Florida's texting while driving ban takes effect Tuesday

TAMPA, Fla. - The new state law banning texting while driving will officially take effect on October 1, making Florida the 41st state to institute this type of legislation.

After years of trying, state legislators were finally able to pass the ban this spring as a secondary offense. This means that police cannot just pull you over for texting, drivers must be stopped for something else first, such as speeding or a seatbelt violation.

Texting or emailing at a red light is still legal.  The vehicle must be in motion for the driver to be cited.

"We want people to be focused on driving and focused on situational awareness and not focused on texting," said Sen. Jeff Brandes, (R) St. Petersburg. "People can wait until they're stopped, until they're in a safe place to answer that text."

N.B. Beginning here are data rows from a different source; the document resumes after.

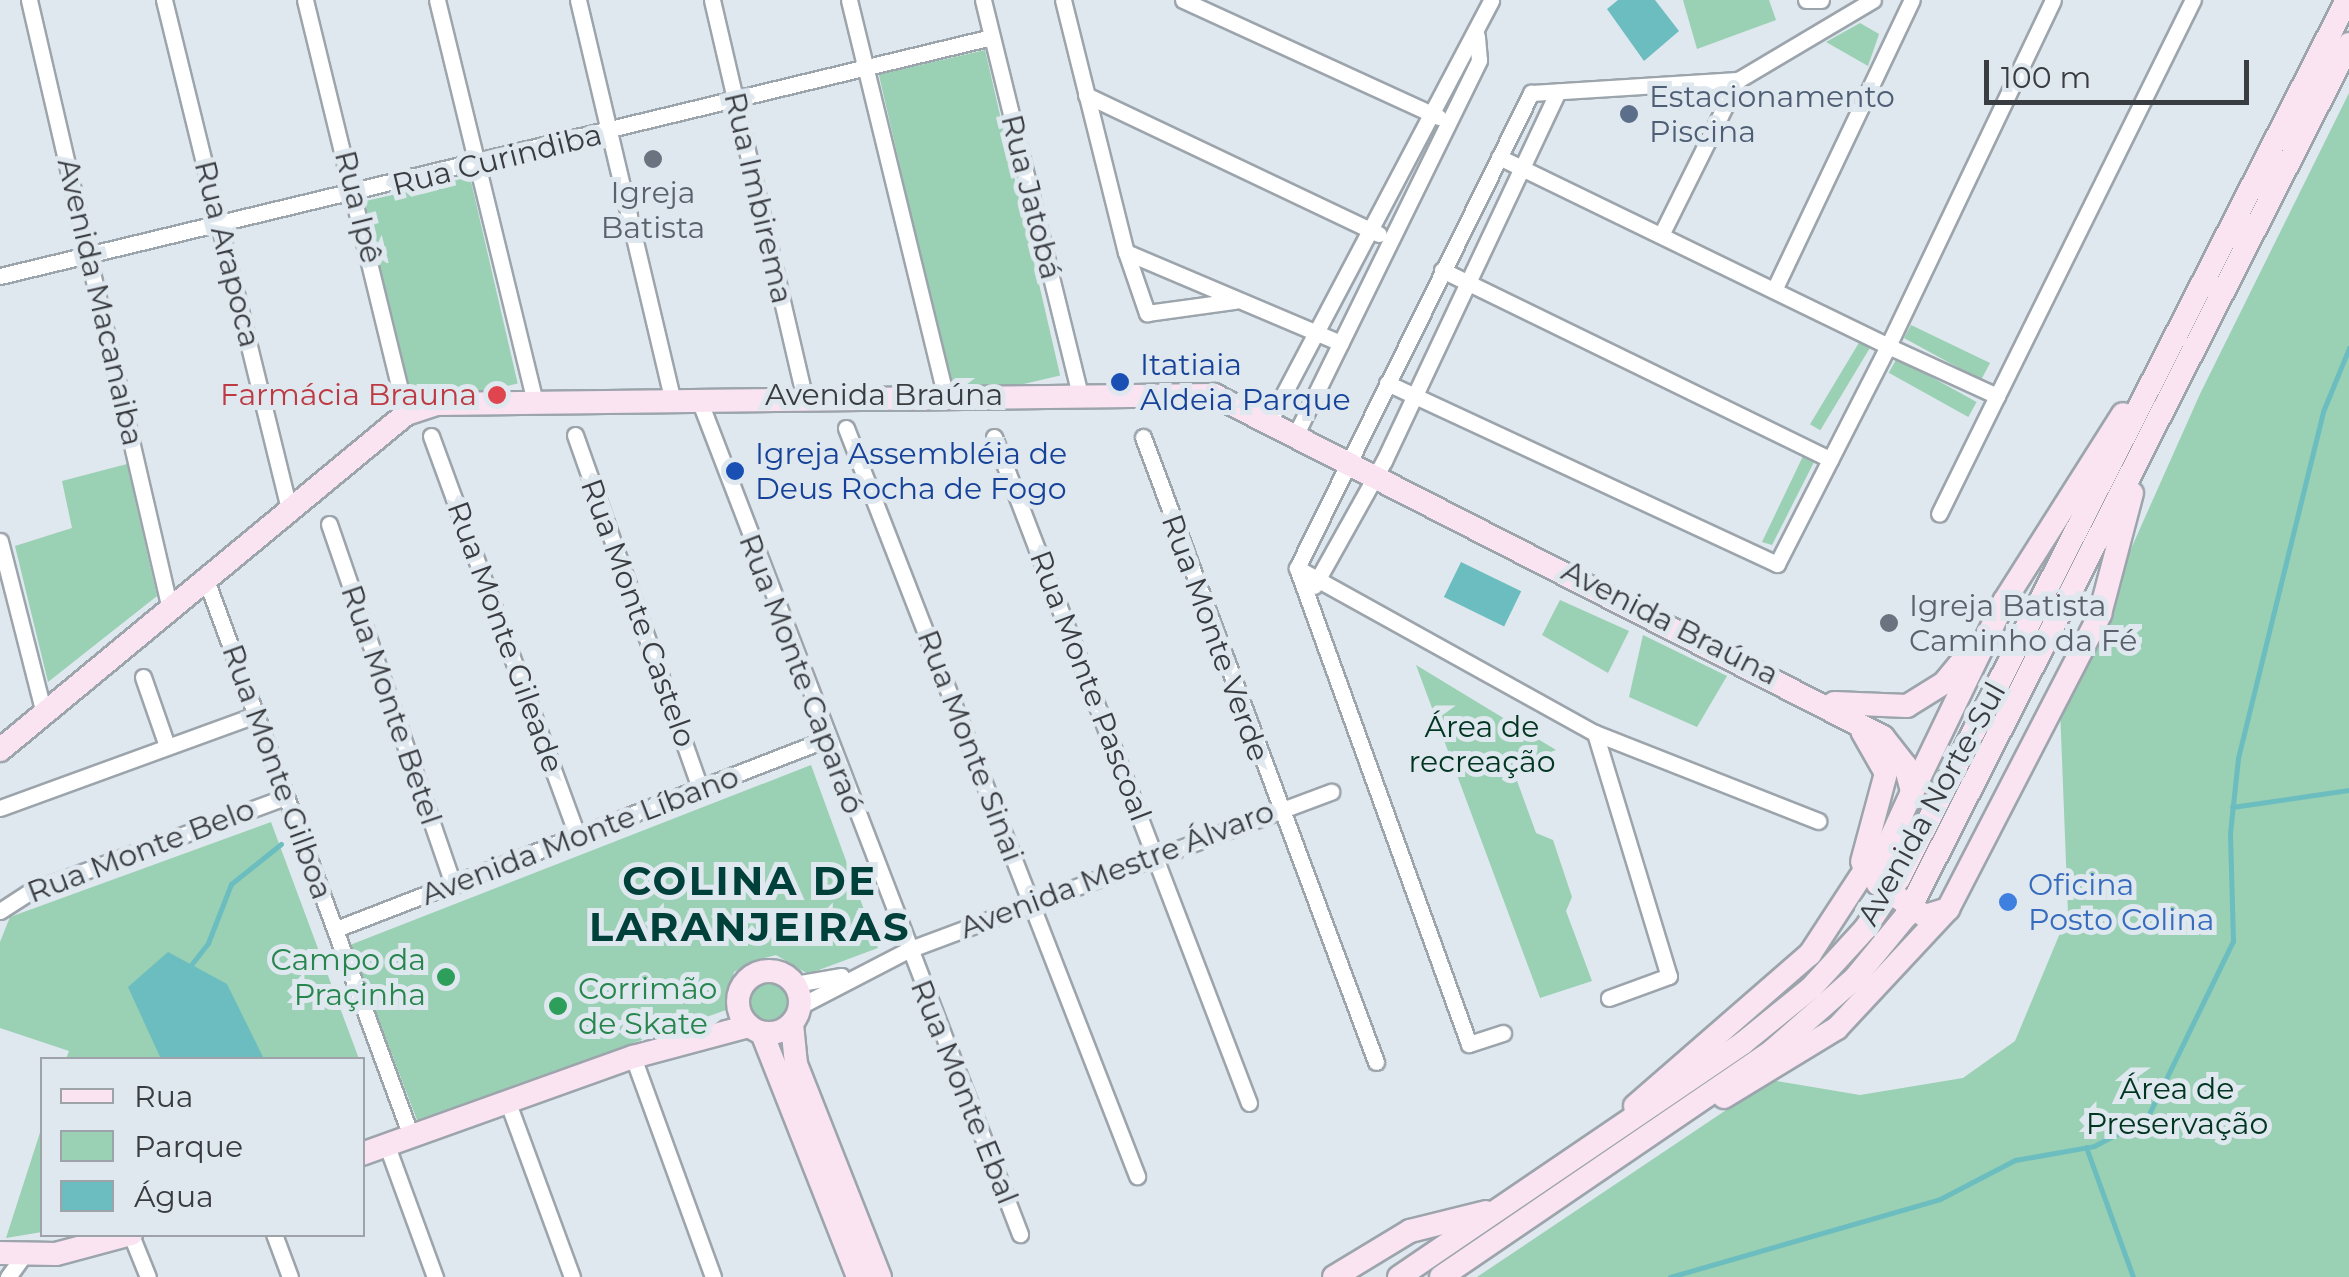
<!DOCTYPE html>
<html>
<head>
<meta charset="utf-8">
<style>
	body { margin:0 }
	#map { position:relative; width:2349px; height:1277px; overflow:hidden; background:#dfe7ef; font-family:Montserrat,sans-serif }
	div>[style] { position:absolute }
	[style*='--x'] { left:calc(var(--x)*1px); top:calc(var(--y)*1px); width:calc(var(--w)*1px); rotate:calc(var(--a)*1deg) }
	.green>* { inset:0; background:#9ad0b3; transform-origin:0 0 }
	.round { border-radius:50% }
	.water>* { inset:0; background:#6cbdbf; transform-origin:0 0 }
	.stream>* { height:5px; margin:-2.5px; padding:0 2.5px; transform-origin:2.5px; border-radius:2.5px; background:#6cbdbf }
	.roads { filter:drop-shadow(2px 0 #9ca4ac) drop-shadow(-2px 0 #9ca4ac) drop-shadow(0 2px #9ca4ac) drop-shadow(0 -2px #9ca4ac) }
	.street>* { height:15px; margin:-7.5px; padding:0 7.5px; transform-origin:7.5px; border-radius:7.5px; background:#fff }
	.secondary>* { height:22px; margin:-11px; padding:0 11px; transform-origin:11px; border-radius:11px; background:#fbe4f2 }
	.secondary>.ring { margin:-11px; padding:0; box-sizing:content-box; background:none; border:22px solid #fbe4f2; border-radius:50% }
	.dots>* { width:28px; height:28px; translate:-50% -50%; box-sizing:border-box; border:5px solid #dfe7ef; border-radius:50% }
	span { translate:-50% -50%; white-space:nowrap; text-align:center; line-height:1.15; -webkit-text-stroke:10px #dfe7ef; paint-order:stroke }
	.service-label { font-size:30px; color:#4e5e75 }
	.left { translate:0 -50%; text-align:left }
	.street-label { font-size:30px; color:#393c40 }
	.worship-label { font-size:30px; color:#5b616d }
	.transit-label { font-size:30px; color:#164399 }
	.health-label { font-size:30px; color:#be3a42 }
	.right { translate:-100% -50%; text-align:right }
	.park-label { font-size:30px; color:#003520 }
	.shop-label { font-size:30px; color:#366cbe }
	.leisure-label { font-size:30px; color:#27864d }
	.district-label { font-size:40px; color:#00403a; font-weight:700; letter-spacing:2.5px }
	.legend { position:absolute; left:40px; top:1057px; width:325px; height:180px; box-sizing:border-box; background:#dfe7ef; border:2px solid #9da3a9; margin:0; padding:12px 18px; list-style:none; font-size:30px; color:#393c40 }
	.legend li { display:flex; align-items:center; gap:20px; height:50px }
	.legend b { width:50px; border:2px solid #9da3a9 }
	.scale { position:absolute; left:1984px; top:60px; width:265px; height:45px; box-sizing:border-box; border:5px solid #393c40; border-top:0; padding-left:12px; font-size:30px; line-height:35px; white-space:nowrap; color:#393c40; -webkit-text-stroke:8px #dfe7ef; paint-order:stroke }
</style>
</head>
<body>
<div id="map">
	<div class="green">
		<div style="clip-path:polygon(1683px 0,1769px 0,1776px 20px,1697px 49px)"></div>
		<div style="clip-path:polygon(1860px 23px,1879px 34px,1868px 66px,1826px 42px)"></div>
		<div style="left:985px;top:50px;width:334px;height:109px;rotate:77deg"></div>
		<div style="clip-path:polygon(2349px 93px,2349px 1277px,1477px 1277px,1771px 1080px,1860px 1095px,1963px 1078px,2015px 1041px,2068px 914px,2060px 708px,2200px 394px)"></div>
		<div style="left:470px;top:177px;width:212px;height:108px;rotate:77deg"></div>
		<div style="clip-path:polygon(1911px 325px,1990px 363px,1981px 380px,1904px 338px)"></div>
		<div style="left:1860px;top:341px;width:12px;height:97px;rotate:31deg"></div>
		<div style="left:1897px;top:358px;width:91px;height:17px;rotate:29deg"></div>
		<div style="clip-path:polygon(1804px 454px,1815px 460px,1772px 545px,1762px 542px)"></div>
		<div style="clip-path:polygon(127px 464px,157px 596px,48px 682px,15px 546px,72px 528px,62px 481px)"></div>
		<div style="clip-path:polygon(1560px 600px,1629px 631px,1608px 673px,1542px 635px)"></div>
		<div style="clip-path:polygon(1643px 635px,1727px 676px,1697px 727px,1629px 697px)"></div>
		<div style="clip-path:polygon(1416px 665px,1556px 750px,1512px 767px,1536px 833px,1553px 840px,1572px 897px,1566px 911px,1592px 981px,1540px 998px)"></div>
		<div style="clip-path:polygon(811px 765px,878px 948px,808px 974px,776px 955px,753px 961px,734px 972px,726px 1010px,417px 1120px,350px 945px)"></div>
		<div style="clip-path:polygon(271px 822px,359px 1059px,66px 1059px,69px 1051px,0 1028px,0 942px,10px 917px)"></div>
		<div class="round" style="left:747px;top:977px;width:46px;height:46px"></div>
		<div style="clip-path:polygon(42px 1126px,42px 1232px,6px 1238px,37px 1142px)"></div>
	</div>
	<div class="water">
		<div style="clip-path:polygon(1618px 0,1655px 0,1679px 31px,1644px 61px,1607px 9px)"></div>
		<div style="left:1461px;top:562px;width:67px;height:39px;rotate:26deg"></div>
		<div style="clip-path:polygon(168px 952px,227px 984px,264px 1059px,161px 1059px,128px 987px)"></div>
	</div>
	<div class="stream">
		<div style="--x:2232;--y:807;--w:118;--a:-8.3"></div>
		<div style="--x:187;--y:970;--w:34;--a:-52"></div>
		<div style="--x:208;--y:943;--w:63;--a:-68.7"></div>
		<div style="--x:231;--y:884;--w:64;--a:-38.7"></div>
		<div style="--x:2086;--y:1147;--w:138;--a:70.1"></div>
		<div style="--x:1670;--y:1277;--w:281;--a:-16.1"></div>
		<div style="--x:1940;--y:1199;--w:85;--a:-27.5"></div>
		<div style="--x:2015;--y:1160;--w:80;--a:-10"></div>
		<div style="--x:2094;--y:1146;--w:60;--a:-27.8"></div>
		<div style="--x:2147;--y:1118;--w:197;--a:-64.1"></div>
		<div style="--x:2233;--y:941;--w:108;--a:-91.6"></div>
		<div style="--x:2230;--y:833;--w:75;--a:-83.9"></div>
		<div style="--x:2238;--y:758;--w:359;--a:-76.2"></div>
		<div style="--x:2324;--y:409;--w:66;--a:-67.7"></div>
	</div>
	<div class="roads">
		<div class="street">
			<div style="--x:29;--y:0;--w:621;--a:76.97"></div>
			<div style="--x:164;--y:0;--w:524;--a:76.2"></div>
			<div style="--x:305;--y:0;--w:426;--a:76.3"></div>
			<div style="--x:437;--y:0;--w:411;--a:76.3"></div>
			<div style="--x:578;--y:0;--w:408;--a:76.7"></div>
			<div style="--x:712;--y:0;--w:407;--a:76.9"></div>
			<div style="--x:849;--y:0;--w:406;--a:76.3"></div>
			<div style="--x:983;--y:0;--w:406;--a:76.2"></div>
			<div style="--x:1063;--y:0;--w:260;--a:76"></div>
			<div style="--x:1126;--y:252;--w:233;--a:23"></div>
			<div style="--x:1183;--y:0;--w:281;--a:24.6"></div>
			<div style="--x:1806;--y:0;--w:15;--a:0"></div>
			<div style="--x:1086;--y:95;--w:324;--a:25.4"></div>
			<div style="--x:1499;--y:157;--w:432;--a:25.9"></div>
			<div style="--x:1888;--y:346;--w:383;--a:-64.5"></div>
			<div style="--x:1662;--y:233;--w:171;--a:-63.6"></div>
			<div style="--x:1126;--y:252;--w:65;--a:71"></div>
			<div style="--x:1147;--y:313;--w:89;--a:-7.8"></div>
			<div style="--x:1442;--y:270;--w:432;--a:26"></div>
			<div style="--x:0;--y:276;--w:1020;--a:-13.55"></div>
			<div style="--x:1774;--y:290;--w:321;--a:-64.6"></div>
			<div style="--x:1387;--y:383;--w:430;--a:24.9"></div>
			<div style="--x:1777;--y:564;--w:245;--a:-63"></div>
			<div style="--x:1888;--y:346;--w:120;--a:24.6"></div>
			<div style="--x:1997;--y:396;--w:131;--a:116.2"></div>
			<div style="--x:1997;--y:396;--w:442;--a:-63.7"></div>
			<div style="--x:698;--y:397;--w:897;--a:68.96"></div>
			<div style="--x:1271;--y:418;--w:472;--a:-62.2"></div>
			<div style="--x:846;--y:428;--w:803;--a:68.74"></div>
			<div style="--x:1297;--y:432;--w:414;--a:-63.9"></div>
			<div style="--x:1479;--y:60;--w:24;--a:-95"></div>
			<div style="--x:575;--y:435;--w:377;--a:70.5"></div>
			<div style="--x:431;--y:436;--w:428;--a:69.9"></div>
			<div style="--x:994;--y:437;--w:713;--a:69.05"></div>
			<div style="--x:1143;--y:437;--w:667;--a:69.55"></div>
			<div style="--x:329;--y:524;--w:383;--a:71"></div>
			<div style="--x:0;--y:541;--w:179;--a:75.7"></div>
			<div style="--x:1297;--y:568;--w:341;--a:29"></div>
			<div style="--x:1595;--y:733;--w:240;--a:21.5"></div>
			<div style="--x:205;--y:577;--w:596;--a:69.77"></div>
			<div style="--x:1314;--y:586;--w:143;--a:-60.8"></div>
			<div style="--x:1384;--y:461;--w:408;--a:-64.8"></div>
			<div style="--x:143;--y:677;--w:73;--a:70.8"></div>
			<div style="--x:1595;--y:733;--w:254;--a:73.1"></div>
			<div style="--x:1669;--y:976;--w:64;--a:159.9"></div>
			<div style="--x:0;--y:808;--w:271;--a:-20"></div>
			<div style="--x:0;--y:911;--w:37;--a:-33"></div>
			<div style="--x:31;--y:891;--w:271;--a:-20.3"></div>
			<div style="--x:336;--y:929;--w:523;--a:-21.17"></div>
			<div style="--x:795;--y:984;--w:47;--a:-9.9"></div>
			<div style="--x:800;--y:1006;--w:122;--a:-27.4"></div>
			<div style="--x:908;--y:950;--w:452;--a:-20.5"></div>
			<div style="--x:1503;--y:1033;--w:36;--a:162"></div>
			<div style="--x:1469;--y:1044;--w:506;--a:-109.87"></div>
			<div style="--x:1297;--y:568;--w:530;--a:-63.77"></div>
			<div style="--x:1531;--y:93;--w:207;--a:-3.6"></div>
			<div style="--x:1738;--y:80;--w:157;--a:-30.7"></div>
			<div style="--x:633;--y:1057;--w:234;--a:70"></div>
			<div style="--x:508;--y:1103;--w:185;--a:69.8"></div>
			<div style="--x:387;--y:1146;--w:140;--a:69.9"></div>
			<div style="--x:274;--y:1234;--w:46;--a:69.6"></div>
			<div style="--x:131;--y:1235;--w:45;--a:68"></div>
			<div style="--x:8;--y:1277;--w:22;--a:-54"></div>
		</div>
		<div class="secondary">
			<div style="--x:1834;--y:703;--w:73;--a:2.4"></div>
			<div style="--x:1907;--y:706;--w:44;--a:-31.9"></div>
			<div style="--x:1944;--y:683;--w:45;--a:-50.4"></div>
			<div style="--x:1862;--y:731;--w:48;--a:60.3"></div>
			<div style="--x:1886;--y:773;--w:92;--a:105.1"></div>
			<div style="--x:0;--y:750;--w:527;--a:-39.61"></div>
			<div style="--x:406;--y:414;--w:32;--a:-18"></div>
			<div style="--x:436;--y:404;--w:778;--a:-0.66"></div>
			<div style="--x:1214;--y:395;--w:751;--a:27.08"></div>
			<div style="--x:1883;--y:737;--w:36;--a:52"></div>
			<div style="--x:1905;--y:765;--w:28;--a:75"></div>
			<div style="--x:1912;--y:792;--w:81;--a:114.7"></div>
			<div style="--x:1878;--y:866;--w:18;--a:90"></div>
			<div style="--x:1878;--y:884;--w:57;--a:34.2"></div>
			<div style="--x:1925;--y:916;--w:24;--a:-17"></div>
			<div style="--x:1911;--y:795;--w:216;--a:-64.3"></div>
			<div style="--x:2005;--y:600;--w:220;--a:-57.6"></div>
			<div class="ring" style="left:738px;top:971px;width:40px;height:40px"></div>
			<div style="--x:792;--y:1024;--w:40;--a:84.3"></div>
			<div style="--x:796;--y:1064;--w:229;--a:68.5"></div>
			<div style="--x:762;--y:1033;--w:262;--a:68.5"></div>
			<div style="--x:1724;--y:1097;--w:132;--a:-31.4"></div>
			<div style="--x:1837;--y:1028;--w:163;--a:-47"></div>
			<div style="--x:1948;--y:909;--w:332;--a:-62.7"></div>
			<div style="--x:2100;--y:614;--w:125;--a:-75.2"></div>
			<div style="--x:1635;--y:1106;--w:232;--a:-41"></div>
			<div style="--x:1810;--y:954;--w:121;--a:-56.8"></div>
			<div style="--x:362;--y:1154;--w:288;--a:-19.7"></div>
			<div style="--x:633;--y:1057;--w:120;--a:-15"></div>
			<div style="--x:0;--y:1253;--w:56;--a:1"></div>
			<div style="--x:56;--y:1254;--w:78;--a:-14.9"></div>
			<div style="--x:1334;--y:1277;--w:89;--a:-31.2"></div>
			<div style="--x:1410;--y:1231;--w:78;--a:-14"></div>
			<div style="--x:1399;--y:1277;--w:416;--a:-34.2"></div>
			<div style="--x:1743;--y:1043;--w:87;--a:-39"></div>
			<div style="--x:1811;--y:988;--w:80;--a:-47.5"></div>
			<div style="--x:1865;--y:929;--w:61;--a:-56.3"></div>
			<div style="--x:1899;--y:878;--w:986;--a:-62.97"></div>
			<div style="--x:1441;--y:1277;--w:401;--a:-34.3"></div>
			<div style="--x:1772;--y:1051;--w:111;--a:-41.3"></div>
			<div style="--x:1855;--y:978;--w:80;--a:-50.6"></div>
			<div style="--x:1906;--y:916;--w:978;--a:-63.07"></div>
		</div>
	</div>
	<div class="dots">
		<div style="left:1629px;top:114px;background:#5c6f8a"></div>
		<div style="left:653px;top:159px;background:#6b7280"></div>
		<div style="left:1120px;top:382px;background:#1a4fb4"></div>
		<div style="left:497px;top:395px;background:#e0444e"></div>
		<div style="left:735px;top:471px;background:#1a4fb4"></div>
		<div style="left:1889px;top:623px;background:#6b7280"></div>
		<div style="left:2008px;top:902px;background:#3f7fe0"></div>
		<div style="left:446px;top:977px;background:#2e9e5b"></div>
		<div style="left:558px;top:1006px;background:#2e9e5b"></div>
	</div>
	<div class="service-label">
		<span class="left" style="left:1649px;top:114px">Estacionamento<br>Piscina</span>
	</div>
	<div class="street-label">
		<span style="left:497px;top:160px;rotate:-14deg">Rua Curindiba</span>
		<span style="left:1031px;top:197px;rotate:76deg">Rua Jatobá</span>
		<span style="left:758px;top:198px;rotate:77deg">Rua Imbirema</span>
		<span style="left:358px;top:207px;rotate:76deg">Rua Ipê</span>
		<span style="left:227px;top:254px;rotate:76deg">Rua Arapoca</span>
		<span style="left:100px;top:302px;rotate:77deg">Avenida Macanaiba</span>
		<span style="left:884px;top:395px">Avenida Braúna</span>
		<span style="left:638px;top:613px;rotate:70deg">Rua Monte Castelo</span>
		<span style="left:1670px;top:623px;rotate:27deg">Avenida Braúna</span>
		<span style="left:505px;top:637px;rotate:70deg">Rua Monte Gileade</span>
		<span style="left:1215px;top:638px;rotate:70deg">Rua Monte Verde</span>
		<span style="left:801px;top:674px;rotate:69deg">Rua Monte Caparaó</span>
		<span style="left:1090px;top:686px;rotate:69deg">Rua Monte Pascoal</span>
		<span style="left:391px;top:705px;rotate:71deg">Rua Monte Betel</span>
		<span style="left:970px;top:746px;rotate:69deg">Rua Monte Sinai</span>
		<span style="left:277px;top:772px;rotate:70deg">Rua Monte Gilboa</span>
		<span style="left:1932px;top:804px;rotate:-61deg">Avenida Norte-Sul</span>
		<span style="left:580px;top:836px;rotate:-21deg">Avenida Monte Líbano</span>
		<span style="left:141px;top:851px;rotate:-21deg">Rua Monte Belo</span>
		<span style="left:1117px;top:870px;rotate:-21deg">Avenida Mestre Álvaro</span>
		<span style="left:964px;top:1092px;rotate:68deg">Rua Monte Ebal</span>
	</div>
	<div class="worship-label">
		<span style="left:653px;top:210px">Igreja<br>Batista</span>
		<span class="left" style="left:1909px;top:623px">Igreja Batista<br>Caminho da Fé</span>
	</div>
	<div class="transit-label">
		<span class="left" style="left:1140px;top:382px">Itatiaia<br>Aldeia Parque</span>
		<span class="left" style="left:755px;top:471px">Igreja Assembléia de<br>Deus Rocha de Fogo</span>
	</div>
	<div class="health-label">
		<span class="right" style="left:477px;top:395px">Farmácia Brauna</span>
	</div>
	<div class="park-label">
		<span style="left:1482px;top:744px">Área de<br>recreação</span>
		<span style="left:2177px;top:1106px">Área de<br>Preservação</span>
	</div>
	<div class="shop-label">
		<span class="left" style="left:2028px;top:902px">Oficina<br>Posto Colina</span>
	</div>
	<div class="leisure-label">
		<span class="right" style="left:426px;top:977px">Campo da<br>Praçinha</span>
		<span class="left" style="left:578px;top:1006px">Corrimão<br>de Skate</span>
	</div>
	<div class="district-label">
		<span style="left:750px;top:904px">COLINA DE<br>LARANJEIRAS</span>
	</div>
	<ul class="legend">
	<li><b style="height:12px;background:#fbe4f2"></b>Rua</li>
	<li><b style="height:28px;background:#9ad0b3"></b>Parque</li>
	<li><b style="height:28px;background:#6cbdbf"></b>Água</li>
	</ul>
	<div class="scale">100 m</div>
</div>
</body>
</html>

Those caught in the act will pay a $30 dollar fine for the first offense. A second offense will draw a $60 dollar fine plus 3 points on their driving record.

"You can still put in GPS coordinates. You can still make phone calls. You can still change your music, but don't be caught texting and driving," said Brandes.
 
But some drivers think the legislation will not be a big enough deterrent.

"It's not enough. It's just a tap on the wrist," said Ron Salomon.

'I'm surprised they even have to make a law," said Richard Schicker.

"To me it's common sense."

According to the National Safety Council, 1.6 million accidents a year are due to texting and driving.